What needs to be done => Go through the records below and write each one out again unchanged.

Data to process =>
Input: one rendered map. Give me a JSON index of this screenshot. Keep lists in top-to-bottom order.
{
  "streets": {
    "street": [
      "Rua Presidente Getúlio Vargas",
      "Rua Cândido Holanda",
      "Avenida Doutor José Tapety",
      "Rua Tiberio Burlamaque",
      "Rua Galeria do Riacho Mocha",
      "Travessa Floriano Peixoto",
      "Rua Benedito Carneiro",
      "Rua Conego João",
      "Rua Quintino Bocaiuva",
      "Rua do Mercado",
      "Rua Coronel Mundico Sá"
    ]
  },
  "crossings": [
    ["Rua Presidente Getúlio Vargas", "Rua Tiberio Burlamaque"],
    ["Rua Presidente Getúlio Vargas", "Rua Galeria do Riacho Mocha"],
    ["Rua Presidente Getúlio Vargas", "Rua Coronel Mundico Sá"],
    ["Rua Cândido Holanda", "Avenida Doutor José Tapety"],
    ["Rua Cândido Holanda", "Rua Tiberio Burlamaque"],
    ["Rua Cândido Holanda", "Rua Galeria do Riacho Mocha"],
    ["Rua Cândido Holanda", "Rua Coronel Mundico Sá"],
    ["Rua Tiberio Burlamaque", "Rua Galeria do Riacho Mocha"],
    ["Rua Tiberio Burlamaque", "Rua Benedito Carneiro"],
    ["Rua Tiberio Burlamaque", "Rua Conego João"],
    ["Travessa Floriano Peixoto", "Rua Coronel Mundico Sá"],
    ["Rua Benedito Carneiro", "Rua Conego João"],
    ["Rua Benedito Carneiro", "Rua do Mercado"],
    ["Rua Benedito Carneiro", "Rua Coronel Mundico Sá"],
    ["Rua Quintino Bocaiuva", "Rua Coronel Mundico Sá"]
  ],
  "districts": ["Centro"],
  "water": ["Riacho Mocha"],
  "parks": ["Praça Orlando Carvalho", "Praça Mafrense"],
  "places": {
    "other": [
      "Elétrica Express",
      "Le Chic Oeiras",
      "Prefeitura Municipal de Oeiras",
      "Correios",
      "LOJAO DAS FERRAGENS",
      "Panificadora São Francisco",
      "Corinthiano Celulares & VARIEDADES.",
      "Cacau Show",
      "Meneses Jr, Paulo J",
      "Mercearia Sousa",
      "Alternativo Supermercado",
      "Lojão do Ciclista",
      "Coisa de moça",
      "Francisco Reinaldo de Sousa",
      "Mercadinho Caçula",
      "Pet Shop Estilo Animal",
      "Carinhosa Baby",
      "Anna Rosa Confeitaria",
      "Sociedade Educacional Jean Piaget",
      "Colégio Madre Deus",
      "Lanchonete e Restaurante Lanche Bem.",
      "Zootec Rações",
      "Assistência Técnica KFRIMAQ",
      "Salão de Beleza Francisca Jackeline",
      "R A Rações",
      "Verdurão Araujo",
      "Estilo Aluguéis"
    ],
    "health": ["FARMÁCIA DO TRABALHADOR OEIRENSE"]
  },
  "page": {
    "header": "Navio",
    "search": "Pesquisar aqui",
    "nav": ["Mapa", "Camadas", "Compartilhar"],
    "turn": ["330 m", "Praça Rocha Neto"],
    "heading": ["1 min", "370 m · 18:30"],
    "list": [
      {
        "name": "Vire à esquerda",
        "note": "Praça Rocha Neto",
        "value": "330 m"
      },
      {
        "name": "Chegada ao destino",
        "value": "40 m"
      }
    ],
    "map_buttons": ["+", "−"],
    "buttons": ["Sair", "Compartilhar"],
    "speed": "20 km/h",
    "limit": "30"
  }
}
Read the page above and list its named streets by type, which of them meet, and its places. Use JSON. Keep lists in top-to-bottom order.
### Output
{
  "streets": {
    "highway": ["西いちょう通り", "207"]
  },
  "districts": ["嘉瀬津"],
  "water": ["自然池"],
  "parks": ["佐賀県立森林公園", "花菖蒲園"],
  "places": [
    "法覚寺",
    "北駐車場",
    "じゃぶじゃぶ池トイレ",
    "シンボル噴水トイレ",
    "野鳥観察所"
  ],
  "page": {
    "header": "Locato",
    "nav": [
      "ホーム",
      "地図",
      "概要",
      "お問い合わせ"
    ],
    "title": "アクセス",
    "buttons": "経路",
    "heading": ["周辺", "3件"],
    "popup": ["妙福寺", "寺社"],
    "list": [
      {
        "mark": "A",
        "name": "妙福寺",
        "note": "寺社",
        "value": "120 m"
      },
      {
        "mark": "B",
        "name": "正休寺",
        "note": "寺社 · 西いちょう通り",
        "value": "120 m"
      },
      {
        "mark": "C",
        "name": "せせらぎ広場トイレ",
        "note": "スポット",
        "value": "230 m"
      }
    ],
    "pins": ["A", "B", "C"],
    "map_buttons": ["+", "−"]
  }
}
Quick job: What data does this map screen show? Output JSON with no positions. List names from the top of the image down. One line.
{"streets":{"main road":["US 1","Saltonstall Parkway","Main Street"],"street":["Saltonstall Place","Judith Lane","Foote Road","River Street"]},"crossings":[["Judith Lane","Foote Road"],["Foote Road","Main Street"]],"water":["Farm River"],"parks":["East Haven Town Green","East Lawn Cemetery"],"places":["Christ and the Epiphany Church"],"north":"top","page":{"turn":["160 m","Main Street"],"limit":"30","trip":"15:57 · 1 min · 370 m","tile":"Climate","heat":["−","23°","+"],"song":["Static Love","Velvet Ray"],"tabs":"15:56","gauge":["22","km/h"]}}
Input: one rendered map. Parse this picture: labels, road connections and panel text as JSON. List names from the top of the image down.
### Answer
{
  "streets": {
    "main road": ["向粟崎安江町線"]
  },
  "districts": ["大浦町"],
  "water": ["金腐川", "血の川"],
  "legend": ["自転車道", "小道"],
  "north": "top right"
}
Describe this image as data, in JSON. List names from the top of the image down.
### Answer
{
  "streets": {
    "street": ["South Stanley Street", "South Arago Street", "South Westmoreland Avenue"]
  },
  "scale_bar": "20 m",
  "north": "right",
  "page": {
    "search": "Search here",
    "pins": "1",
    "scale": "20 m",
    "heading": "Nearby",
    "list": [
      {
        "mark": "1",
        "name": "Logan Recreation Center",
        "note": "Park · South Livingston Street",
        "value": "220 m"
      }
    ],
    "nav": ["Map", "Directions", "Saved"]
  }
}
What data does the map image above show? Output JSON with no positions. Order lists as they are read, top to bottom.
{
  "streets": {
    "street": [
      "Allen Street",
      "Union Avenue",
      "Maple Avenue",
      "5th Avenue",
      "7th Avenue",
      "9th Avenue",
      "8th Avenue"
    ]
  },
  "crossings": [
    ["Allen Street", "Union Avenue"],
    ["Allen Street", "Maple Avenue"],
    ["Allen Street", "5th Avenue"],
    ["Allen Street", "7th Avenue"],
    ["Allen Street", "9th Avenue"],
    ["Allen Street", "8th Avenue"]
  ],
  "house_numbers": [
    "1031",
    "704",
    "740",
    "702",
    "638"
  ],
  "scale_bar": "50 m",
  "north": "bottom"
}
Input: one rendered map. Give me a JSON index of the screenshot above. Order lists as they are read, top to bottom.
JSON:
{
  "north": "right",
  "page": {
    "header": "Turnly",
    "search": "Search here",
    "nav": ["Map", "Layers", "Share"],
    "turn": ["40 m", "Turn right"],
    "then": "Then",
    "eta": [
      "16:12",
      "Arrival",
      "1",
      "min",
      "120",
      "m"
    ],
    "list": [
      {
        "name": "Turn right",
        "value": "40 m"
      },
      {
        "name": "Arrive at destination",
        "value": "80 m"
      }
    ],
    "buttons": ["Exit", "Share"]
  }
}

Expected answer =>
Input: one rendered map. Give me a JSON index of this screenshot. Keep lists in top-to-bottom order.
{
  "streets": {
    "street": [
      "Rua Presidente Getúlio Vargas",
      "Rua Cândido Holanda",
      "Avenida Doutor José Tapety",
      "Rua Tiberio Burlamaque",
      "Rua Galeria do Riacho Mocha",
      "Travessa Floriano Peixoto",
      "Rua Benedito Carneiro",
      "Rua Conego João",
      "Rua Quintino Bocaiuva",
      "Rua do Mercado",
      "Rua Coronel Mundico Sá"
    ]
  },
  "crossings": [
    ["Rua Presidente Getúlio Vargas", "Rua Tiberio Burlamaque"],
    ["Rua Presidente Getúlio Vargas", "Rua Galeria do Riacho Mocha"],
    ["Rua Presidente Getúlio Vargas", "Rua Coronel Mundico Sá"],
    ["Rua Cândido Holanda", "Avenida Doutor José Tapety"],
    ["Rua Cândido Holanda", "Rua Tiberio Burlamaque"],
    ["Rua Cândido Holanda", "Rua Galeria do Riacho Mocha"],
    ["Rua Cândido Holanda", "Rua Coronel Mundico Sá"],
    ["Rua Tiberio Burlamaque", "Rua Galeria do Riacho Mocha"],
    ["Rua Tiberio Burlamaque", "Rua Benedito Carneiro"],
    ["Rua Tiberio Burlamaque", "Rua Conego João"],
    ["Travessa Floriano Peixoto", "Rua Coronel Mundico Sá"],
    ["Rua Benedito Carneiro", "Rua Conego João"],
    ["Rua Benedito Carneiro", "Rua do Mercado"],
    ["Rua Benedito Carneiro", "Rua Coronel Mundico Sá"],
    ["Rua Quintino Bocaiuva", "Rua Coronel Mundico Sá"]
  ],
  "districts": ["Centro"],
  "water": ["Riacho Mocha"],
  "parks": ["Praça Orlando Carvalho", "Praça Mafrense"],
  "places": {
    "other": [
      "Elétrica Express",
      "Le Chic Oeiras",
      "Prefeitura Municipal de Oeiras",
      "Correios",
      "LOJAO DAS FERRAGENS",
      "Panificadora São Francisco",
      "Corinthiano Celulares & VARIEDADES.",
      "Cacau Show",
      "Meneses Jr, Paulo J",
      "Mercearia Sousa",
      "Alternativo Supermercado",
      "Lojão do Ciclista",
      "Coisa de moça",
      "Francisco Reinaldo de Sousa",
      "Mercadinho Caçula",
      "Pet Shop Estilo Animal",
      "Carinhosa Baby",
      "Anna Rosa Confeitaria",
      "Sociedade Educacional Jean Piaget",
      "Colégio Madre Deus",
      "Lanchonete e Restaurante Lanche Bem.",
      "Zootec Rações",
      "Assistência Técnica KFRIMAQ",
      "Salão de Beleza Francisca Jackeline",
      "R A Rações",
      "Verdurão Araujo",
      "Estilo Aluguéis"
    ],
    "health": ["FARMÁCIA DO TRABALHADOR OEIRENSE"]
  },
  "page": {
    "header": "Navio",
    "search": "Pesquisar aqui",
    "nav": ["Mapa", "Camadas", "Compartilhar"],
    "turn": ["330 m", "Praça Rocha Neto"],
    "heading": ["1 min", "370 m · 18:30"],
    "list": [
      {
        "name": "Vire à esquerda",
        "note": "Praça Rocha Neto",
        "value": "330 m"
      },
      {
        "name": "Chegada ao destino",
        "value": "40 m"
      }
    ],
    "map_buttons": ["+", "−"],
    "buttons": ["Sair", "Compartilhar"],
    "speed": "20 km/h",
    "limit": "30"
  }
}
Read the page above and list its named streets by type, which of them meet, and its places. Use JSON. Keep lists in top-to-bottom order.
### Output
{
  "streets": {
    "highway": ["西いちょう通り", "207"]
  },
  "districts": ["嘉瀬津"],
  "water": ["自然池"],
  "parks": ["佐賀県立森林公園", "花菖蒲園"],
  "places": [
    "法覚寺",
    "北駐車場",
    "じゃぶじゃぶ池トイレ",
    "シンボル噴水トイレ",
    "野鳥観察所"
  ],
  "page": {
    "header": "Locato",
    "nav": [
      "ホーム",
      "地図",
      "概要",
      "お問い合わせ"
    ],
    "title": "アクセス",
    "buttons": "経路",
    "heading": ["周辺", "3件"],
    "popup": ["妙福寺", "寺社"],
    "list": [
      {
        "mark": "A",
        "name": "妙福寺",
        "note": "寺社",
        "value": "120 m"
      },
      {
        "mark": "B",
        "name": "正休寺",
        "note": "寺社 · 西いちょう通り",
        "value": "120 m"
      },
      {
        "mark": "C",
        "name": "せせらぎ広場トイレ",
        "note": "スポット",
        "value": "230 m"
      }
    ],
    "pins": ["A", "B", "C"],
    "map_buttons": ["+", "−"]
  }
}
Quick job: What data does this map screen show? Output JSON with no positions. List names from the top of the image down. One line.
{"streets":{"main road":["US 1","Saltonstall Parkway","Main Street"],"street":["Saltonstall Place","Judith Lane","Foote Road","River Street"]},"crossings":[["Judith Lane","Foote Road"],["Foote Road","Main Street"]],"water":["Farm River"],"parks":["East Haven Town Green","East Lawn Cemetery"],"places":["Christ and the Epiphany Church"],"north":"top","page":{"turn":["160 m","Main Street"],"limit":"30","trip":"15:57 · 1 min · 370 m","tile":"Climate","heat":["−","23°","+"],"song":["Static Love","Velvet Ray"],"tabs":"15:56","gauge":["22","km/h"]}}
Input: one rendered map. Parse this picture: labels, road connections and panel text as JSON. List names from the top of the image down.
### Answer
{
  "streets": {
    "main road": ["向粟崎安江町線"]
  },
  "districts": ["大浦町"],
  "water": ["金腐川", "血の川"],
  "legend": ["自転車道", "小道"],
  "north": "top right"
}
Describe this image as data, in JSON. List names from the top of the image down.
### Answer
{
  "streets": {
    "street": ["South Stanley Street", "South Arago Street", "South Westmoreland Avenue"]
  },
  "scale_bar": "20 m",
  "north": "right",
  "page": {
    "search": "Search here",
    "pins": "1",
    "scale": "20 m",
    "heading": "Nearby",
    "list": [
      {
        "mark": "1",
        "name": "Logan Recreation Center",
        "note": "Park · South Livingston Street",
        "value": "220 m"
      }
    ],
    "nav": ["Map", "Directions", "Saved"]
  }
}
What data does the map image above show? Output JSON with no positions. Order lists as they are read, top to bottom.
{
  "streets": {
    "street": [
      "Allen Street",
      "Union Avenue",
      "Maple Avenue",
      "5th Avenue",
      "7th Avenue",
      "9th Avenue",
      "8th Avenue"
    ]
  },
  "crossings": [
    ["Allen Street", "Union Avenue"],
    ["Allen Street", "Maple Avenue"],
    ["Allen Street", "5th Avenue"],
    ["Allen Street", "7th Avenue"],
    ["Allen Street", "9th Avenue"],
    ["Allen Street", "8th Avenue"]
  ],
  "house_numbers": [
    "1031",
    "704",
    "740",
    "702",
    "638"
  ],
  "scale_bar": "50 m",
  "north": "bottom"
}
Input: one rendered map. Give me a JSON index of the screenshot above. Order lists as they are read, top to bottom.
JSON:
{
  "north": "right",
  "page": {
    "header": "Turnly",
    "search": "Search here",
    "nav": ["Map", "Layers", "Share"],
    "turn": ["40 m", "Turn right"],
    "then": "Then",
    "eta": [
      "16:12",
      "Arrival",
      "1",
      "min",
      "120",
      "m"
    ],
    "list": [
      {
        "name": "Turn right",
        "value": "40 m"
      },
      {
        "name": "Arrive at destination",
        "value": "80 m"
      }
    ],
    "buttons": ["Exit", "Share"]
  }
}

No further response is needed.